* **WORK REQUIRED**
The required output is the whole listing below, unchanged.

--- RECORDS SUPPLIED Enclosed Below ---

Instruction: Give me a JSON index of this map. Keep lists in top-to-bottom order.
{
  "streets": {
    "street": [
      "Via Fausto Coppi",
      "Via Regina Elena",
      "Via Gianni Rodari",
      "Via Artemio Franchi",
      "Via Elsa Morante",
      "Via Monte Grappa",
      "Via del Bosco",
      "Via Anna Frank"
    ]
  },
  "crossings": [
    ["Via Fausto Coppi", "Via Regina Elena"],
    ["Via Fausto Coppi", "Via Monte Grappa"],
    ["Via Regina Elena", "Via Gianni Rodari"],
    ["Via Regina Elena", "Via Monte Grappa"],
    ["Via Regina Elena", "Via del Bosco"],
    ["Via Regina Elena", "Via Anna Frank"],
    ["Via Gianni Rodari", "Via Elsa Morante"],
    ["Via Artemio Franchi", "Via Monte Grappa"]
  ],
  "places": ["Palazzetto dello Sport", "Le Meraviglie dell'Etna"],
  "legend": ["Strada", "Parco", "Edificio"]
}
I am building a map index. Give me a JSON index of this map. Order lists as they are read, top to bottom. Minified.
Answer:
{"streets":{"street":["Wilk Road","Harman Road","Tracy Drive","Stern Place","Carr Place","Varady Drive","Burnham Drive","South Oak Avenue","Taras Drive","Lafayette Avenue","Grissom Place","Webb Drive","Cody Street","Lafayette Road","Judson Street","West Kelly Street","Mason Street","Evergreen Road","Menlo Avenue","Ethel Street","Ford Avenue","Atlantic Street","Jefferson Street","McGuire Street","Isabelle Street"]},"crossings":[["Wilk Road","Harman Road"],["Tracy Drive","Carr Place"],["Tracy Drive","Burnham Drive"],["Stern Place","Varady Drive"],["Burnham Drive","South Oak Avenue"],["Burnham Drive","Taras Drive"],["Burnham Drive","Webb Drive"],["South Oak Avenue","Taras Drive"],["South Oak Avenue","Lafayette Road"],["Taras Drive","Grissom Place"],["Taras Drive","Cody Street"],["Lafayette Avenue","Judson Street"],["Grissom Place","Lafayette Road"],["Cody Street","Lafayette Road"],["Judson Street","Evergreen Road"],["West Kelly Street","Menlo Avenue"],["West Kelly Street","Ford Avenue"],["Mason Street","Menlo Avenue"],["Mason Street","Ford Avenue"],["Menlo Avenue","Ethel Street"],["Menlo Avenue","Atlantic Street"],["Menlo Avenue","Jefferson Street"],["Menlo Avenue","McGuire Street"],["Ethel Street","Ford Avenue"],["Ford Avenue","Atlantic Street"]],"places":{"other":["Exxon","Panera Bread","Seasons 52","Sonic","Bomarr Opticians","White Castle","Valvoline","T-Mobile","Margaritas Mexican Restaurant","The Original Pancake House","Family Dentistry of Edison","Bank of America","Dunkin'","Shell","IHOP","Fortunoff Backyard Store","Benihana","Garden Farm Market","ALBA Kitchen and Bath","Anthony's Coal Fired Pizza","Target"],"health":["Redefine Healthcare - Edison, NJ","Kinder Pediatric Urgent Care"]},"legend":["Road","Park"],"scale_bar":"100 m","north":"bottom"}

--- End of Enclosed RECORDS SUPPLIED ---

* **SOLUTION TO THE PROBLEM**
Instruction: Give me a JSON index of this map. Keep lists in top-to-bottom order.
{
  "streets": {
    "street": [
      "Via Fausto Coppi",
      "Via Regina Elena",
      "Via Gianni Rodari",
      "Via Artemio Franchi",
      "Via Elsa Morante",
      "Via Monte Grappa",
      "Via del Bosco",
      "Via Anna Frank"
    ]
  },
  "crossings": [
    ["Via Fausto Coppi", "Via Regina Elena"],
    ["Via Fausto Coppi", "Via Monte Grappa"],
    ["Via Regina Elena", "Via Gianni Rodari"],
    ["Via Regina Elena", "Via Monte Grappa"],
    ["Via Regina Elena", "Via del Bosco"],
    ["Via Regina Elena", "Via Anna Frank"],
    ["Via Gianni Rodari", "Via Elsa Morante"],
    ["Via Artemio Franchi", "Via Monte Grappa"]
  ],
  "places": ["Palazzetto dello Sport", "Le Meraviglie dell'Etna"],
  "legend": ["Strada", "Parco", "Edificio"]
}
I am building a map index. Give me a JSON index of this map. Order lists as they are read, top to bottom. Minified.
Answer:
{"streets":{"street":["Wilk Road","Harman Road","Tracy Drive","Stern Place","Carr Place","Varady Drive","Burnham Drive","South Oak Avenue","Taras Drive","Lafayette Avenue","Grissom Place","Webb Drive","Cody Street","Lafayette Road","Judson Street","West Kelly Street","Mason Street","Evergreen Road","Menlo Avenue","Ethel Street","Ford Avenue","Atlantic Street","Jefferson Street","McGuire Street","Isabelle Street"]},"crossings":[["Wilk Road","Harman Road"],["Tracy Drive","Carr Place"],["Tracy Drive","Burnham Drive"],["Stern Place","Varady Drive"],["Burnham Drive","South Oak Avenue"],["Burnham Drive","Taras Drive"],["Burnham Drive","Webb Drive"],["South Oak Avenue","Taras Drive"],["South Oak Avenue","Lafayette Road"],["Taras Drive","Grissom Place"],["Taras Drive","Cody Street"],["Lafayette Avenue","Judson Street"],["Grissom Place","Lafayette Road"],["Cody Street","Lafayette Road"],["Judson Street","Evergreen Road"],["West Kelly Street","Menlo Avenue"],["West Kelly Street","Ford Avenue"],["Mason Street","Menlo Avenue"],["Mason Street","Ford Avenue"],["Menlo Avenue","Ethel Street"],["Menlo Avenue","Atlantic Street"],["Menlo Avenue","Jefferson Street"],["Menlo Avenue","McGuire Street"],["Ethel Street","Ford Avenue"],["Ford Avenue","Atlantic Street"]],"places":{"other":["Exxon","Panera Bread","Seasons 52","Sonic","Bomarr Opticians","White Castle","Valvoline","T-Mobile","Margaritas Mexican Restaurant","The Original Pancake House","Family Dentistry of Edison","Bank of America","Dunkin'","Shell","IHOP","Fortunoff Backyard Store","Benihana","Garden Farm Market","ALBA Kitchen and Bath","Anthony's Coal Fired Pizza","Target"],"health":["Redefine Healthcare - Edison, NJ","Kinder Pediatric Urgent Care"]},"legend":["Road","Park"],"scale_bar":"100 m","north":"bottom"}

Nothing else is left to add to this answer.